After the Wedding
After the Wedding is one of the best films of the decade for its fierce slant on loyalty, family, personal history, the goodness that can be brought out in people during tremendous hardship. This Danish movie Hollywood does not know how to make. After The Wedding contains deep hope and pain in the same passages, in the same timespace. The stakes are so high in this story that it could have been a campy disaster, but director Susanne Bier has great vision. The acting is brilliant, the writing is superb, the experience is unforgettable, a remarkable cinematic achievement.
2006 The Lives of Others
This Academy award picture, Best Foreign Film 2006. This film slid by me and is perhaps more powerful for it the way great pictures resonate with time as a second thought, a frightening glimpse of East Germany’s recent past. A by-the-book Stasi agent, highly regarded for his unparalleled interrogation skills, wears confessions out of his victims by night and teaches his tactics as though his methods are an art form by day. Ironically he is soon charged to test his art form on one of Berlin’s famous creative couples, a playright and his actress girlfriend. As secrets of their lives are revealed through all the bugs in their walls the unshakable Stasi agent begins to explore his own deeply locked emotions… is it the art of others which might unlock compassion in this steely faced pawn of the brutal Berlin regime? This is a moving film about what life is like in autocratic regimes, and it reminds me to ask questions about the alarming steps our government has taken against its citizens under the auspices of a ‘war on terror’. I waved this banner feverishly until I started looking deeply at our government and the hundred bullet points that make clear the American citizen was not told the full truth about 911.
Perfume
Based on the best-selling novel “Perfume: The Story of a Murderer”, this film follows Jean-Baptiste Grenouille as his talent for scent in 18th century Paris leads him down deep psychological corridors to bottle the ephemeral.
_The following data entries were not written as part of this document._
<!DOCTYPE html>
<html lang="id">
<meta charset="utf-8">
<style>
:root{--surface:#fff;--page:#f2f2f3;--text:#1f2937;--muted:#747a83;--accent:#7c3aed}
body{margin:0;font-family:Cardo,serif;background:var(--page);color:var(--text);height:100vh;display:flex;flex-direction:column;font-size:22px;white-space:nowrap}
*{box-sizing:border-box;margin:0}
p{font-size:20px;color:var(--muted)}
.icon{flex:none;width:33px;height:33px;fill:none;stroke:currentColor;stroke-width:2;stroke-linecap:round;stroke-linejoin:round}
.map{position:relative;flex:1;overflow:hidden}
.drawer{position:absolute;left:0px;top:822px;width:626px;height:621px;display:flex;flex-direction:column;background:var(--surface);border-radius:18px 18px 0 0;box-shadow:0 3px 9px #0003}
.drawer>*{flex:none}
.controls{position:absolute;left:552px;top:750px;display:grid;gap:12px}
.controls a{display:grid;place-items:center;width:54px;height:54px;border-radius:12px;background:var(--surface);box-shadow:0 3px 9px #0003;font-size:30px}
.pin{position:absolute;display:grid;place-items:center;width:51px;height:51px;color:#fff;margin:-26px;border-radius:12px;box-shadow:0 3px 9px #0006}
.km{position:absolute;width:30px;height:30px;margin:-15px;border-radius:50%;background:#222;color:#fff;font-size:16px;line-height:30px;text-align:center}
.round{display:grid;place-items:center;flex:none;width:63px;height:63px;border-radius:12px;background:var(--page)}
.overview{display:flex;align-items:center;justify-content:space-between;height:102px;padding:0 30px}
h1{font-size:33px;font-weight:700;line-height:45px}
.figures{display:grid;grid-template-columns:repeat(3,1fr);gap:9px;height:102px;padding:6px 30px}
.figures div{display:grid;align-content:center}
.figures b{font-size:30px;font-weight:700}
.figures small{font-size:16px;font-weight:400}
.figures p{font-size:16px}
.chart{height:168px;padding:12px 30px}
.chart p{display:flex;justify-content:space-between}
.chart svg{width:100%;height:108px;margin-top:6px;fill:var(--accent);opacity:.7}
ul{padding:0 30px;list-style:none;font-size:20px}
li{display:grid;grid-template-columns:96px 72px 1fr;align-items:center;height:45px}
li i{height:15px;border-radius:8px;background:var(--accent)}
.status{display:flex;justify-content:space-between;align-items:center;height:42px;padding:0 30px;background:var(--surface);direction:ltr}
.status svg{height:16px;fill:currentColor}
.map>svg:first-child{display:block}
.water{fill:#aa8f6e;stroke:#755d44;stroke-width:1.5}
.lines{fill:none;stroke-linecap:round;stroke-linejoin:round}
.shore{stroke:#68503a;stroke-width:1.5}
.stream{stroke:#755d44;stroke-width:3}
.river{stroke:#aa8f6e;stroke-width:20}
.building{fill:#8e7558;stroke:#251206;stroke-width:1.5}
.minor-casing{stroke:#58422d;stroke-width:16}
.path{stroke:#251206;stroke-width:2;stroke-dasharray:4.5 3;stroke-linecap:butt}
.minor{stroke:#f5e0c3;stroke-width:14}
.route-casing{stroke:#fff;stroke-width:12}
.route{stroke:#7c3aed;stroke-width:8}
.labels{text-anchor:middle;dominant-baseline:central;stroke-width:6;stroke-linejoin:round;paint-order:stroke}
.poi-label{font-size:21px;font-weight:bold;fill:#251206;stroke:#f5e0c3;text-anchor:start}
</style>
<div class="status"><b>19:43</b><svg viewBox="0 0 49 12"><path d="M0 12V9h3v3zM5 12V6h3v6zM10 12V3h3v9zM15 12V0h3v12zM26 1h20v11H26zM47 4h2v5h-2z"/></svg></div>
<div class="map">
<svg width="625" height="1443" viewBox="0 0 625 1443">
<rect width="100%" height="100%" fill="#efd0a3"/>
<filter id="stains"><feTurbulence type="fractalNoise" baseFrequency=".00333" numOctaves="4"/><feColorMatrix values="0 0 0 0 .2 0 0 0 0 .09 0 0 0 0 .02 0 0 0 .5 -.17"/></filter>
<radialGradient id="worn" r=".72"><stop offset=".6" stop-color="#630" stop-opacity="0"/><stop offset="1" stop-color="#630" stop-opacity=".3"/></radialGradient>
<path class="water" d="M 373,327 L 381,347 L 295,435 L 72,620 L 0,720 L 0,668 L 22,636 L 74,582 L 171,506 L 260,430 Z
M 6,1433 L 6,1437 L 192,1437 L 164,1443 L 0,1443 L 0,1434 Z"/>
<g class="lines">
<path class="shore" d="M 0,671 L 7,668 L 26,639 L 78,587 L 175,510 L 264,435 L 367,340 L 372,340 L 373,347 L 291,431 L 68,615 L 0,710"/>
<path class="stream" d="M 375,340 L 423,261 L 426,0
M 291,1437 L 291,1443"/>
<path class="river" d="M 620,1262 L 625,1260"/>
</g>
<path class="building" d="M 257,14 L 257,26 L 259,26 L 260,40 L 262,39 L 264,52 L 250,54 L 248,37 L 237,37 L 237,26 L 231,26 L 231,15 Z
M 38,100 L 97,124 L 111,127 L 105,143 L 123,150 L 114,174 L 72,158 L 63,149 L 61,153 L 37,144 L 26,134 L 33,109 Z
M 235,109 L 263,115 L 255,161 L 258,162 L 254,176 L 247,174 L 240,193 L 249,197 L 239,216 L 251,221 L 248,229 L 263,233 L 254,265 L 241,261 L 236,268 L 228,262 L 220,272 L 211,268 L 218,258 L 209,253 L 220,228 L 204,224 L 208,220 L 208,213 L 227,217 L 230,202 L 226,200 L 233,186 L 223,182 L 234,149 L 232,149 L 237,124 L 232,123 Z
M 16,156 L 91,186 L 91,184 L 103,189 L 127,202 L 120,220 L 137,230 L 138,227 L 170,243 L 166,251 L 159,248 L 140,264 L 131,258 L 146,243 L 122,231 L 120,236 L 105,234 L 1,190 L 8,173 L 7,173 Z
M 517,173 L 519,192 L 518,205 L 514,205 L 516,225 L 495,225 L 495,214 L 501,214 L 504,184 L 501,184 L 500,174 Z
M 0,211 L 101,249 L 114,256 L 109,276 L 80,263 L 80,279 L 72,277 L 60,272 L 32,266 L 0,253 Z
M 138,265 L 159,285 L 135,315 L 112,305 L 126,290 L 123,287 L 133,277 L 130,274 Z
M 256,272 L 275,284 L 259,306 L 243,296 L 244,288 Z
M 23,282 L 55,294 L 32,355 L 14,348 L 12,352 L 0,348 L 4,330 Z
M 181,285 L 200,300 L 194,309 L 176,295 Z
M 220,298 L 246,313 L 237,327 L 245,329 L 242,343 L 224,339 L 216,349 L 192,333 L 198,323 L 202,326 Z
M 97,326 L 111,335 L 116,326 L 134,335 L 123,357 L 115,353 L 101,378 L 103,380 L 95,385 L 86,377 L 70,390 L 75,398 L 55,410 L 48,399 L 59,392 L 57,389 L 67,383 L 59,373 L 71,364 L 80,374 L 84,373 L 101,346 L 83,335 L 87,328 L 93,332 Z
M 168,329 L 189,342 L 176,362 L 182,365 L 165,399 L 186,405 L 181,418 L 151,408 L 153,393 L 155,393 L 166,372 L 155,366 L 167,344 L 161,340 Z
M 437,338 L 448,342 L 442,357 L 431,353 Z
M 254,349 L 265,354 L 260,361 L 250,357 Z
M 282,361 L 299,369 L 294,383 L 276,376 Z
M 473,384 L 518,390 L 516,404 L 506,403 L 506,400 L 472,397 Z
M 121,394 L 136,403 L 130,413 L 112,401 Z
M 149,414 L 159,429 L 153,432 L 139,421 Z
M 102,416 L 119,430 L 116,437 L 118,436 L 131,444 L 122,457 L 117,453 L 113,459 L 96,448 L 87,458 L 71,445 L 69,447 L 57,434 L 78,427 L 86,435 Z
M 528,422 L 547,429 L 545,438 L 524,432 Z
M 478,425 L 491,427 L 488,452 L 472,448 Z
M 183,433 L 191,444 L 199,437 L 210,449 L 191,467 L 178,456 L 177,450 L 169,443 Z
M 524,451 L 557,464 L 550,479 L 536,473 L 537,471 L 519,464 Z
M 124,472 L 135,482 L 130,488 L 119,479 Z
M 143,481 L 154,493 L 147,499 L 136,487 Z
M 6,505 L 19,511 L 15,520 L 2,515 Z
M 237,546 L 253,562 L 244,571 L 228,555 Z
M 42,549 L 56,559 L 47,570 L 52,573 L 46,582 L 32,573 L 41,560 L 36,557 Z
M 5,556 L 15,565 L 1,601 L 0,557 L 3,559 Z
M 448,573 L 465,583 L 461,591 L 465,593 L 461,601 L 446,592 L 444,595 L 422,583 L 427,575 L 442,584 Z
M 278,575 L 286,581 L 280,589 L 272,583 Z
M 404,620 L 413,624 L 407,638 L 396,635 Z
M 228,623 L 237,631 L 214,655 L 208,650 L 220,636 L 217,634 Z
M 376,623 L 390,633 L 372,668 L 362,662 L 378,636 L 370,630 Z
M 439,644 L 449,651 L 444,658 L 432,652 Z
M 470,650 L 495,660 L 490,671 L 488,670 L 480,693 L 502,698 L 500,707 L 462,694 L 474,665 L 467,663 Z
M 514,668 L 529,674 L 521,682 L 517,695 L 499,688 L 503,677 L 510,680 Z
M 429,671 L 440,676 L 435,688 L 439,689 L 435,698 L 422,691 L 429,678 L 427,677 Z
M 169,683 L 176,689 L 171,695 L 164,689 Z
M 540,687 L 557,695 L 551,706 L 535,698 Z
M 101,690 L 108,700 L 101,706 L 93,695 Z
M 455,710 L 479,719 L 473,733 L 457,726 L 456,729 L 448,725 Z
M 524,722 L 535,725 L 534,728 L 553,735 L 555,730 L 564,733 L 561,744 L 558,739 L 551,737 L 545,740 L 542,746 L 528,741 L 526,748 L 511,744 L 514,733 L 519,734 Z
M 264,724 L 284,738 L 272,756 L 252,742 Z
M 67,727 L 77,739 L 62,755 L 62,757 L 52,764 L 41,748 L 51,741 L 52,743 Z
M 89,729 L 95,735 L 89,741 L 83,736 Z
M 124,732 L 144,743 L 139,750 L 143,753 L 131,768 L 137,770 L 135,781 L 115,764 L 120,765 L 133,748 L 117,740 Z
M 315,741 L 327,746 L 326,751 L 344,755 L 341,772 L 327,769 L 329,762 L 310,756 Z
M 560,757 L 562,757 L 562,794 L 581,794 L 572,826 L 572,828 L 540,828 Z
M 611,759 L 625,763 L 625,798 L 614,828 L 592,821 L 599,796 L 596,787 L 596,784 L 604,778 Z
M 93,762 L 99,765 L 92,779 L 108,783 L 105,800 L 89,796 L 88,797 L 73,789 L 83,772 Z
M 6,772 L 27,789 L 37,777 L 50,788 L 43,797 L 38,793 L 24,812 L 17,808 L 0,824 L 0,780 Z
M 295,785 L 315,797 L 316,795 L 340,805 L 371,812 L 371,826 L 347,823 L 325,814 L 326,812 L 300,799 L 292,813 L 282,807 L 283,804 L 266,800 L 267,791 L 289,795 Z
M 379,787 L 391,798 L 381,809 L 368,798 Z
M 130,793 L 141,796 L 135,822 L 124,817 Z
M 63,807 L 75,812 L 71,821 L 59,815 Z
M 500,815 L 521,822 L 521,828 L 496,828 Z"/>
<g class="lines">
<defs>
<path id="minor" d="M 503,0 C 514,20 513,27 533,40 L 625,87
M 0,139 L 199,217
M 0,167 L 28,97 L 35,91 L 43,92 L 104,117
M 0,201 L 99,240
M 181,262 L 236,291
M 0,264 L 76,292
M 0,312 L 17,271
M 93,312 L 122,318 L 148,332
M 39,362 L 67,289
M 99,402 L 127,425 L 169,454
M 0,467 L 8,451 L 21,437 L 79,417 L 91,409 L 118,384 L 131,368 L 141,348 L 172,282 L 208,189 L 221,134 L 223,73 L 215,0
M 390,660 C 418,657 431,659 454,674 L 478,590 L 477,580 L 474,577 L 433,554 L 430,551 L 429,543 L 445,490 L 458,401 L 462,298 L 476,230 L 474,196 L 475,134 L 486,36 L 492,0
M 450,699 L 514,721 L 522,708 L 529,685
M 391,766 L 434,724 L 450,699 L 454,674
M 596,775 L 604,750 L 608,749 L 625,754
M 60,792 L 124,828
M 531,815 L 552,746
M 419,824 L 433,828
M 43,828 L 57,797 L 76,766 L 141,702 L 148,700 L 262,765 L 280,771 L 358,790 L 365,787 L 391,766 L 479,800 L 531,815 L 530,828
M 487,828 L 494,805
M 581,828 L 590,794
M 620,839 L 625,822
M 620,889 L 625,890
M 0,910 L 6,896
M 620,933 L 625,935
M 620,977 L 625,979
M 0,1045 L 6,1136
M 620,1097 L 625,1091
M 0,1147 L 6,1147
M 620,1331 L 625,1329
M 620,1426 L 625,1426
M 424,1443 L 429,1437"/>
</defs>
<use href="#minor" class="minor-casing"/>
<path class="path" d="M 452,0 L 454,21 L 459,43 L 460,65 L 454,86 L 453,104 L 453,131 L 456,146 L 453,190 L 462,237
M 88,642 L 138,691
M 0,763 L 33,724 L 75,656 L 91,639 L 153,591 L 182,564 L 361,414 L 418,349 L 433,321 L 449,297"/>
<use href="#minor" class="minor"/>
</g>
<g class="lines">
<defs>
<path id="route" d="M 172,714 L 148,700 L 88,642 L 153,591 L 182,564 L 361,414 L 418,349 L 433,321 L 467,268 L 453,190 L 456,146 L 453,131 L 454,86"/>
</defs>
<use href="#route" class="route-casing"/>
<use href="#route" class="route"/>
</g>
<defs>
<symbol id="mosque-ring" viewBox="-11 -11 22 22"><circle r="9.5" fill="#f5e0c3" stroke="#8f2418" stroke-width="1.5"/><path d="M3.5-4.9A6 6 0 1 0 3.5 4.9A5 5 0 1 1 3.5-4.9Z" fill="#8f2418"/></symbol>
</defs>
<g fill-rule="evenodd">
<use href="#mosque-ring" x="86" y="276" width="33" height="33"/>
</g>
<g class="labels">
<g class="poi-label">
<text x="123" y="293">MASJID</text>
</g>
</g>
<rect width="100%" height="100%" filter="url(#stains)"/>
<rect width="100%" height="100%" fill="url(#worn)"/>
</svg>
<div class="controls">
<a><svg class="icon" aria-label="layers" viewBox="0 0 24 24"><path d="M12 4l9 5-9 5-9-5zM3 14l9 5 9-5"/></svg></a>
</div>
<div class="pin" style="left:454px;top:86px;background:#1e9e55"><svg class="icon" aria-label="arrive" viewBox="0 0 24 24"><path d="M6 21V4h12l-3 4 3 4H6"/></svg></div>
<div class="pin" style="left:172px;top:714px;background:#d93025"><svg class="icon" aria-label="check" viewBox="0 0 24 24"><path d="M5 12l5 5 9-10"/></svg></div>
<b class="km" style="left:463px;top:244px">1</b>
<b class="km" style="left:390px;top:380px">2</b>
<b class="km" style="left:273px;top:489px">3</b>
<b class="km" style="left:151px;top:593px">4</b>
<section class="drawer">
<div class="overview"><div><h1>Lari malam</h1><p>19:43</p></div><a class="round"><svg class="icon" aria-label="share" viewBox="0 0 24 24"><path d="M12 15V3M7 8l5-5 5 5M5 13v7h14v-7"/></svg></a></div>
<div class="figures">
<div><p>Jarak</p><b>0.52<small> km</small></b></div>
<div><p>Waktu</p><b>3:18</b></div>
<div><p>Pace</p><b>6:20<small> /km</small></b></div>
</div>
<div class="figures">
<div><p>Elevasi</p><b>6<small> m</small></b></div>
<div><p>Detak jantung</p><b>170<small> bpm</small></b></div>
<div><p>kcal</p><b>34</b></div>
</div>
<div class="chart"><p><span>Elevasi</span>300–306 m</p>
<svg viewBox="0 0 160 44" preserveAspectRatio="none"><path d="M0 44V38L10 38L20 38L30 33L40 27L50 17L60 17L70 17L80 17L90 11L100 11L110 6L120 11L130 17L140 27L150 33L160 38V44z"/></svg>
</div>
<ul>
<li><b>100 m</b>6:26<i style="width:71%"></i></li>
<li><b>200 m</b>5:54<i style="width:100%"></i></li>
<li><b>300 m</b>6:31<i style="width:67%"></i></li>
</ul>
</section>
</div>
Narrated at a deliciously measured pace by John Hurt, directed with macabre excellence by Tom Tykwer, this 2006 work belongs in 2006 top ten. It has a great story line, murder, mystery, magic, humor, a cautionary tale and a paradoxical dark peek into the heart of an artist completely overrun by his genius in a craft. This film is not for the faint of heart… wits with black humor and strong stomachs veering campy will enjoy the intelligence and see past the ugly…
Factory Girl
Edie Sedgwick is a sad story about the weird Warhol thing, which continues to dominate the art arena as his paintings and work fetch high prices. The film is good, Sienna is excellent, Guy Pierce plays an excellent Warhol, Hayden Christianson plays an excellent Dylan, which surprises as I’m not a fan of this actor. His role here feels like Sandra Bullock’s excellent role as Harper Lee in the Capote film Infamous; never a fan of either they both fall into their characters and I forget who the actors are. I’ve never been inspired by the shelf life of Warhol. He is important but his work comes off like big hair bands to me… he reads like a stage prop. The Factory is exposed for what it is, and you get it or you don’t. I’m not much of a glam fan so I don’t care about The Factory much, I feel like Dylan talks when he refers flippantly to painted Brillo Boxes. The film is very depressing and I have trouble sympathizing with characters bent on self-destruction. This is so BORING, as the Sedgwick character would have said early in her experiences at the Factory. But the film has it’s star appeal and although I don’t care to play I’ll take a look from the sidelines, mainly at how thin a living this existence comes off in its lack of resonance… Warhol in all his media wisdom dates himself and never thinks of resonance, which is more my cup of tea. A lot of old art is steaming hot today and I see Warhol’s work as a time capsule like his time capsule boxes… iconic of an age, prescient in their delivery, execution and promotion, and stale. Warhol in terms of timelessness never thought outside of the box.
La Vie en Rose
This film is a terribly sad yet moving portrait of Edith Piaf, a French treasure in song. The movie starts with old Piaf then traces her life with varying degrees of success. The acting is brilliant, yet I wonder about the editing. As with other biographies I see the old and young intermingled, but Ms. Piaf’s fall is so short in her 40’s, looking like an eighty year old, that I would rather have seen a chronological narrative. I’m not sure if this would have been more powerful but this is my gut. The movie drags with the back and forth, gets strange in some places with these switchbacks but I get the point and I appreciate the work. I come away with a new inspiration and this is all that’s important in the end, a new idol presented to me, born the year of my grandparents, who moves me to look back on my twentieth century and what a solitary voice can do for the people who live in it. I remain steadfast on ‘Copying Beethoven’, which is one of the best films about creators I’ve seen and rings in my ears. I don’t feel the resonance with this one, but looking hard at a creative life meant to soar and undone early is a slow untethering that troubles the mind, the years slipping by as talent is tossed needlessly away. There are no second and third acts in this film which although very Hollywood resuscitate a tired audience… there is simply the spiral into early old age, and as there seems to be no thought to the contrary I’m inclined to believe that the director and writer were true to life as much as possible.